▶ _YOUR TASK_
Entries follow. Return each line that contains the word "service".

▬▬▬▬▬▬

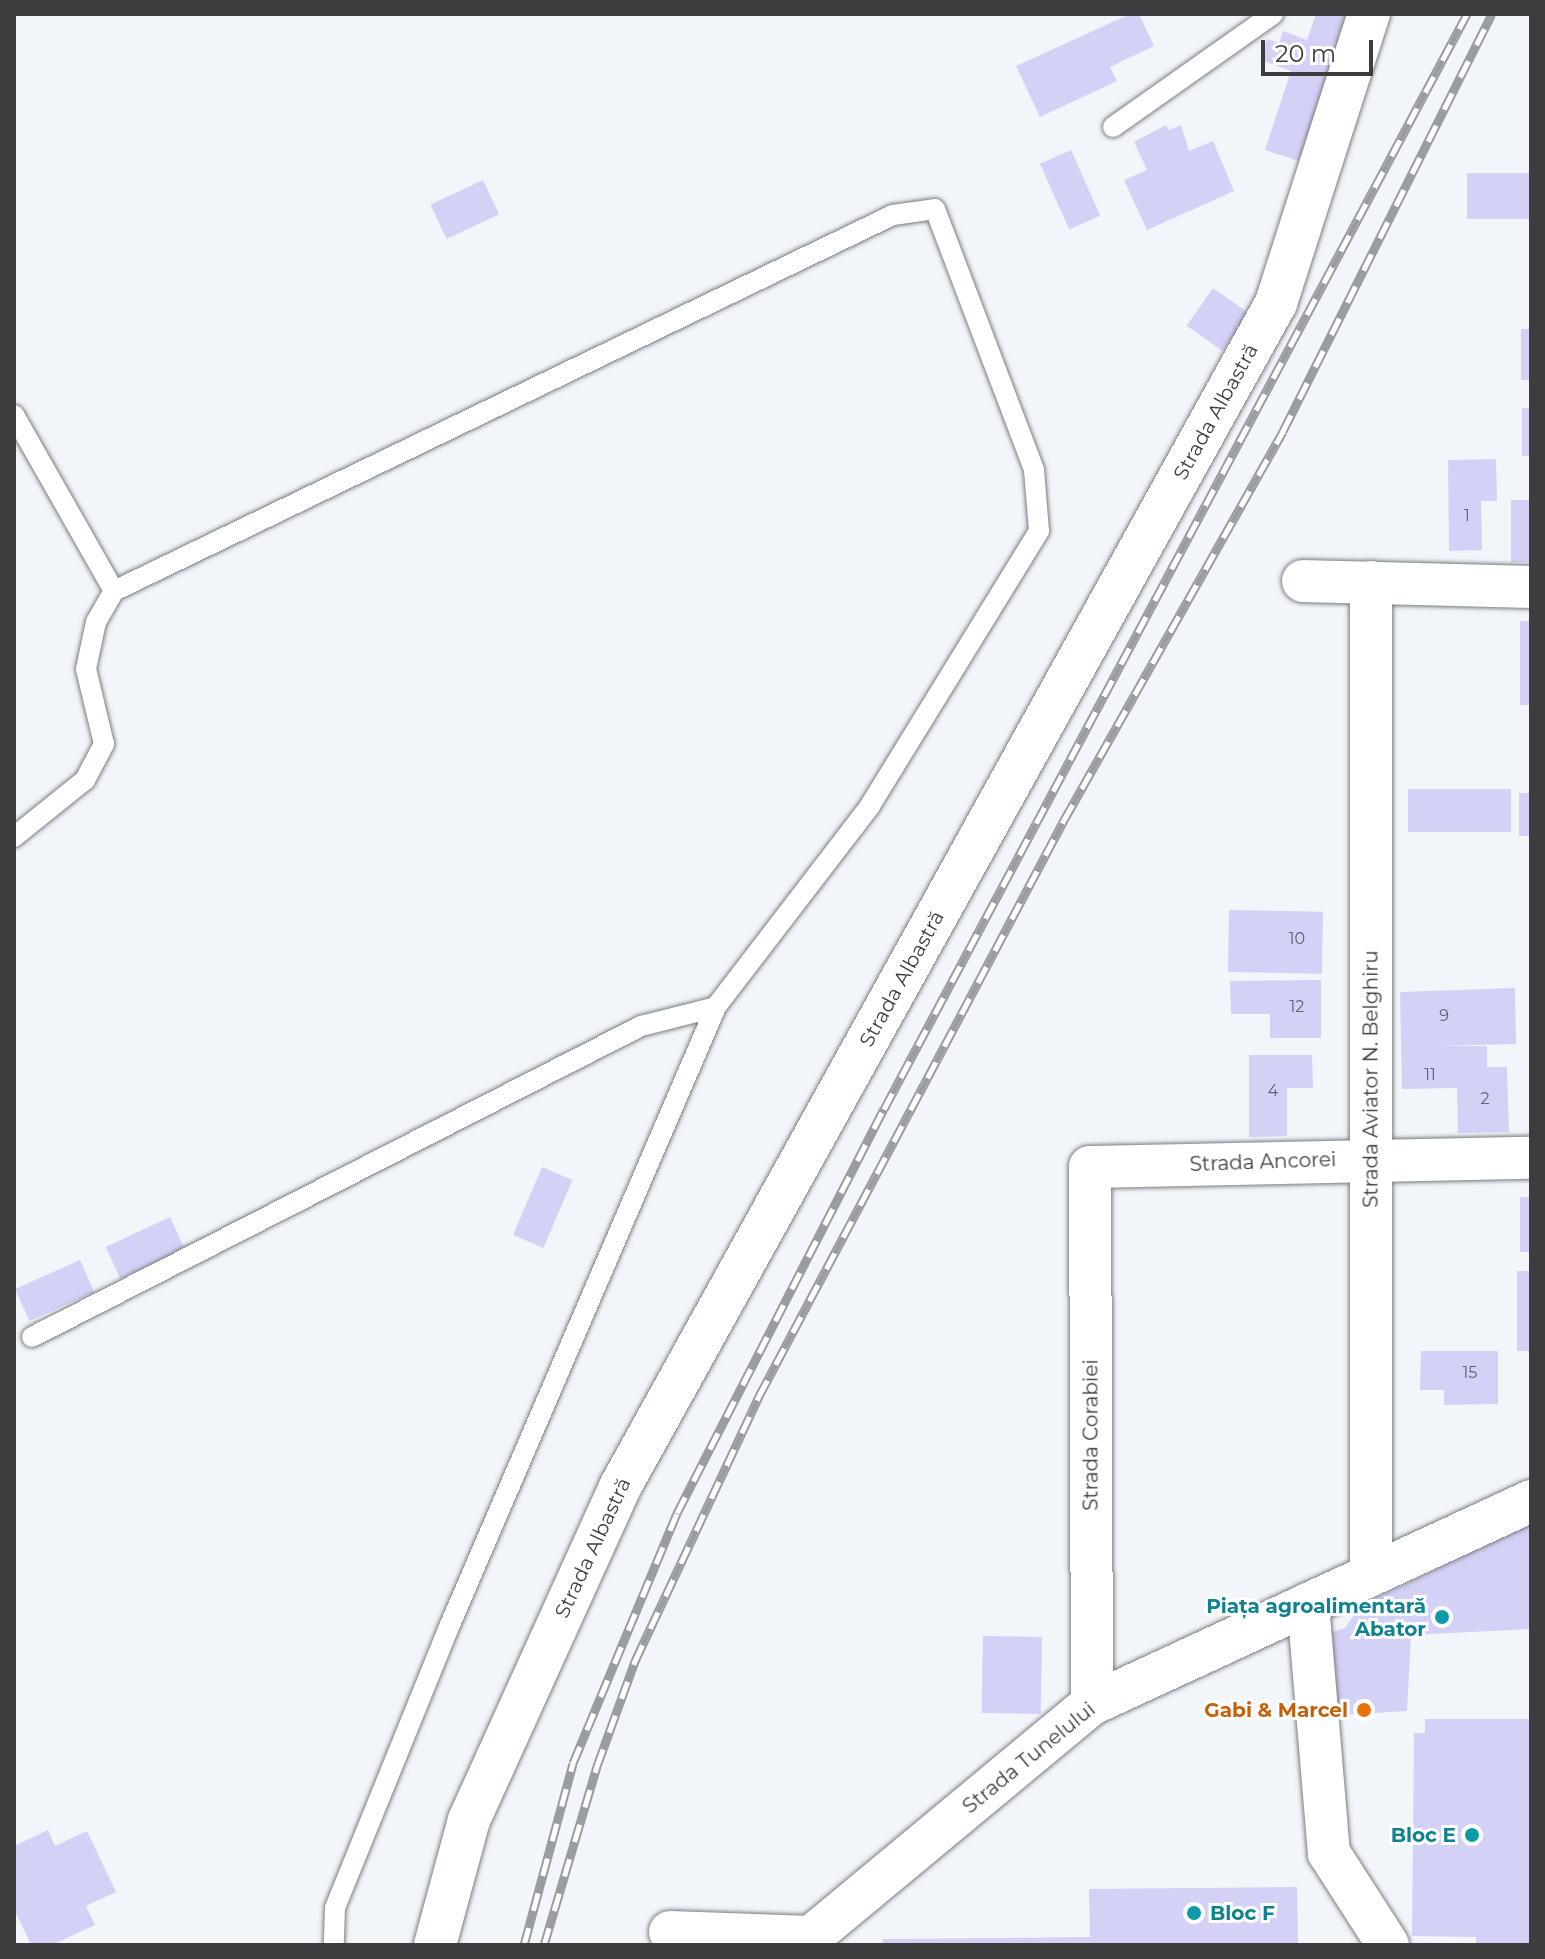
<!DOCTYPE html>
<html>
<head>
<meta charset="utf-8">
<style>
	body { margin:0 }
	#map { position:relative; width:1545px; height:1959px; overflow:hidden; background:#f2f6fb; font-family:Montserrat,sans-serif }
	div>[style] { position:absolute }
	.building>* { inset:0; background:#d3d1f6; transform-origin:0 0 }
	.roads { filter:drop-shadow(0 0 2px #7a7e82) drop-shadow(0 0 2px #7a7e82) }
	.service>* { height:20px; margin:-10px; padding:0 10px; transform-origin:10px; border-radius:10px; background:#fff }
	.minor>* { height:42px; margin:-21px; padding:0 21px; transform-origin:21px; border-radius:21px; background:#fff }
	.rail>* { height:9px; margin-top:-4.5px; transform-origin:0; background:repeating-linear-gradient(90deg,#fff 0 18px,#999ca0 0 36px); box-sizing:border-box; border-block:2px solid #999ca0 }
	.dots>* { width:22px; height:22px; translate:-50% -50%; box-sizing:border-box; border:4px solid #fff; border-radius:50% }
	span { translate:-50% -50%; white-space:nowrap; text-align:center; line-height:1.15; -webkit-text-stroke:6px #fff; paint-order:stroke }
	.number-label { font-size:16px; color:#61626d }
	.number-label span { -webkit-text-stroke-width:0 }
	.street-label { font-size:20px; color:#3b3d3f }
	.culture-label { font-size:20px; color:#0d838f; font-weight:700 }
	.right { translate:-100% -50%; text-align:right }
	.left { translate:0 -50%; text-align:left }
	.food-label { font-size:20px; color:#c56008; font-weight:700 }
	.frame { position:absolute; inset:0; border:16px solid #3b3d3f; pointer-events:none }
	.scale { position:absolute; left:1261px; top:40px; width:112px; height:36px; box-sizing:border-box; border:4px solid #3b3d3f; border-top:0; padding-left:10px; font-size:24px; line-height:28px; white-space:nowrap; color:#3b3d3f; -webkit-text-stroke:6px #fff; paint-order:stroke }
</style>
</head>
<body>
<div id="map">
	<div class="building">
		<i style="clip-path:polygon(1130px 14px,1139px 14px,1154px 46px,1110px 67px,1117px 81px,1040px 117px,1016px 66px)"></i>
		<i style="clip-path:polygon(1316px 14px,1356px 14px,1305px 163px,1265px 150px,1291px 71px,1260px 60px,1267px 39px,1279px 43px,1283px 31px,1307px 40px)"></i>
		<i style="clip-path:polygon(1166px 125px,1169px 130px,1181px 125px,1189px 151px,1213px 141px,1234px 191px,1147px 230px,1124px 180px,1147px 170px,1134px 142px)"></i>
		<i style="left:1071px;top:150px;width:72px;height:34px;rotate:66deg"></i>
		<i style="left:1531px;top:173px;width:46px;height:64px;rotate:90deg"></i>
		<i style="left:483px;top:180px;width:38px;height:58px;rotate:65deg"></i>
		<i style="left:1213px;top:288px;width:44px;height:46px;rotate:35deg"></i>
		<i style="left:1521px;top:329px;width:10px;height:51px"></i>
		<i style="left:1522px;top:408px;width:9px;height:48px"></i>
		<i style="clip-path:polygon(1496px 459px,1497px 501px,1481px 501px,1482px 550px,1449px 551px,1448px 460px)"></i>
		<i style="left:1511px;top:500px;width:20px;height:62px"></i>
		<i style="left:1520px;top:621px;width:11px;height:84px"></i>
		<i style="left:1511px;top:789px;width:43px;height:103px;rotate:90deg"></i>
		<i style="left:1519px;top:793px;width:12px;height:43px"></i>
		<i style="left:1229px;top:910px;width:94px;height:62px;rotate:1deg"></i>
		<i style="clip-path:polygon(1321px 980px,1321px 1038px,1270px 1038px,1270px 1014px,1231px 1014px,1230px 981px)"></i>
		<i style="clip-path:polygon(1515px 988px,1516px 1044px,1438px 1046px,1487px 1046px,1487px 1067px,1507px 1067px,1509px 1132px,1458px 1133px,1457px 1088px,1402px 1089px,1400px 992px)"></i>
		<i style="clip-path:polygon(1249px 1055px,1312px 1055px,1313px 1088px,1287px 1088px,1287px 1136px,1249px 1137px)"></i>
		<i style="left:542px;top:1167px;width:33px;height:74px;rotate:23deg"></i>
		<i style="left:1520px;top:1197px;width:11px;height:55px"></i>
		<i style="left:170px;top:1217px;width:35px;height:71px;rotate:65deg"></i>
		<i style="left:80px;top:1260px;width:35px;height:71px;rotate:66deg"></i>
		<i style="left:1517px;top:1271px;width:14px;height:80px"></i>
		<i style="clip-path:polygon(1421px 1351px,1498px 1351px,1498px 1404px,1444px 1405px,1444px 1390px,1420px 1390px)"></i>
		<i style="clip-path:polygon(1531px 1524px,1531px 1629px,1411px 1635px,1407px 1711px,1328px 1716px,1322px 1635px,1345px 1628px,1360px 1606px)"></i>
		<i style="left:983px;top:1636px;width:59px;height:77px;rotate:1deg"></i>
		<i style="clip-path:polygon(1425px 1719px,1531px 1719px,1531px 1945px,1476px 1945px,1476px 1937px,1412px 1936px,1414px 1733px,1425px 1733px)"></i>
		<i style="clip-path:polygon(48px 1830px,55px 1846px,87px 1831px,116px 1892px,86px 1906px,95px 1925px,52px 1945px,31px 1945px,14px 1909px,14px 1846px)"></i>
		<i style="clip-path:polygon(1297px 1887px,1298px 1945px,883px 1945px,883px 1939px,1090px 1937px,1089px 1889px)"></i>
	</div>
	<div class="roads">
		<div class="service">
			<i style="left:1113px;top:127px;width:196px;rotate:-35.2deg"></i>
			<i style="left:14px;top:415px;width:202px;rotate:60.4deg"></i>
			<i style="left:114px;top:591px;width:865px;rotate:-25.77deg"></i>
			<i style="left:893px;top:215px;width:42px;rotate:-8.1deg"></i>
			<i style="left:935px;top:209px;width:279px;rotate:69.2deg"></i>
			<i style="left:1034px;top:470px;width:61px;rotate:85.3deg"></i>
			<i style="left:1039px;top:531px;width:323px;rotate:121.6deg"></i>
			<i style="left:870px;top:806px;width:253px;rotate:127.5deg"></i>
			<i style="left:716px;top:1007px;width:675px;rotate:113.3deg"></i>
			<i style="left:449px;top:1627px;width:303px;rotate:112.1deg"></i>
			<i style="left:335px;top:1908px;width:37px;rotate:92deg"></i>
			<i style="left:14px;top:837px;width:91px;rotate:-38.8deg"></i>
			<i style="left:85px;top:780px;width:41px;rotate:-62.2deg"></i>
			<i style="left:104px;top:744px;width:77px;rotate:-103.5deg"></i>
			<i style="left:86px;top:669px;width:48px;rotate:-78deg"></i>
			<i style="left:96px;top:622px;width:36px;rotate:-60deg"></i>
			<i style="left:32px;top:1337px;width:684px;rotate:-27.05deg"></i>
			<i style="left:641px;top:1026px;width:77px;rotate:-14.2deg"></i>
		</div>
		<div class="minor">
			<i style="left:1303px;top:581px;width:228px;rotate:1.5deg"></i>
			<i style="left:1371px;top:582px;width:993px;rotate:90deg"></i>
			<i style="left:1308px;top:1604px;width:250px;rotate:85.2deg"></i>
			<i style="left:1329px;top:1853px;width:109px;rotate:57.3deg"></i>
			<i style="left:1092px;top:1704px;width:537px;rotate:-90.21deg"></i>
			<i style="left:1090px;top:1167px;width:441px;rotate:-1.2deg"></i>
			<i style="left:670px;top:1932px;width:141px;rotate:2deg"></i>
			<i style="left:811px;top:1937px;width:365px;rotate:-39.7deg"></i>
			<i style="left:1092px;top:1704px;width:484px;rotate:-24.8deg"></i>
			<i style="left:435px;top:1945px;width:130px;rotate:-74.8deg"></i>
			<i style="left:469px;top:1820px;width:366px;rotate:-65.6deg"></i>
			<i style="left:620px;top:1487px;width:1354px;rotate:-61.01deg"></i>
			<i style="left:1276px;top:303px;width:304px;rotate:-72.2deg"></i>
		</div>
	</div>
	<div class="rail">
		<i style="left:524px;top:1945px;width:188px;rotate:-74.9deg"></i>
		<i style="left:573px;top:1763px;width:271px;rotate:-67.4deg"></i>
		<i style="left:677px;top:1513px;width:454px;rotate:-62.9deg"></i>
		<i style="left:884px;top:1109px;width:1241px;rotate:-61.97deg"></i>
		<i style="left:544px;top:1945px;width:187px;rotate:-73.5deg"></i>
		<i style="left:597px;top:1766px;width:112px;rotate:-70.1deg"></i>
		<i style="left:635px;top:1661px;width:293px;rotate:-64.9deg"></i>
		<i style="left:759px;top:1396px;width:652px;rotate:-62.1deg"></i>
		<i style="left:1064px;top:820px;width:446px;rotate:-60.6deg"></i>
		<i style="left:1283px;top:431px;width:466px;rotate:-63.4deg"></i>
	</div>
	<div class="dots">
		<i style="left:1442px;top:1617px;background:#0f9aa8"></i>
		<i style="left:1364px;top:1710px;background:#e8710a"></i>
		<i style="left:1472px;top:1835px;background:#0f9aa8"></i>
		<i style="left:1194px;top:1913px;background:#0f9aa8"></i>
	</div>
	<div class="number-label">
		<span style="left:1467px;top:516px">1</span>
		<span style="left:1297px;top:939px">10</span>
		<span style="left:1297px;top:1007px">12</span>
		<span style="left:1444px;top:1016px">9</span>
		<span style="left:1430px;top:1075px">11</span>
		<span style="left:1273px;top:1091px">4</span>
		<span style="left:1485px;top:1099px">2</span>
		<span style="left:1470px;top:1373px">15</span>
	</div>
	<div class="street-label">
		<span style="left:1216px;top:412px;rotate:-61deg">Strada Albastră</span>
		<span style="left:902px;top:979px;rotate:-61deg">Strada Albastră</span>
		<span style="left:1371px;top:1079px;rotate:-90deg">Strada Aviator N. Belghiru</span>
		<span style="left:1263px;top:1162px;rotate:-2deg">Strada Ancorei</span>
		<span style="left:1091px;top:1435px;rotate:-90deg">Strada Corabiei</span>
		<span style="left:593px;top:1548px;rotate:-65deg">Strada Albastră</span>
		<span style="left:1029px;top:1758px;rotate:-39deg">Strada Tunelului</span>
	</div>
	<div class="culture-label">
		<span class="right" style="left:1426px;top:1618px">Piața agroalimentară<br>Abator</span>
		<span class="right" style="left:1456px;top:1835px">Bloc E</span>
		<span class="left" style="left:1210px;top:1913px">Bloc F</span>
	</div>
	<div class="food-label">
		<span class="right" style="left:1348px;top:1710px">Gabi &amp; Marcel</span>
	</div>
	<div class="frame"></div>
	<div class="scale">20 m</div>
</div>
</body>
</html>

▬▬▬▬▬▬

▶ _REPLY_
	.service>* { height:20px; margin:-10px; padding:0 10px; transform-origin:10px; border-radius:10px; background:#fff }
		<div class="service">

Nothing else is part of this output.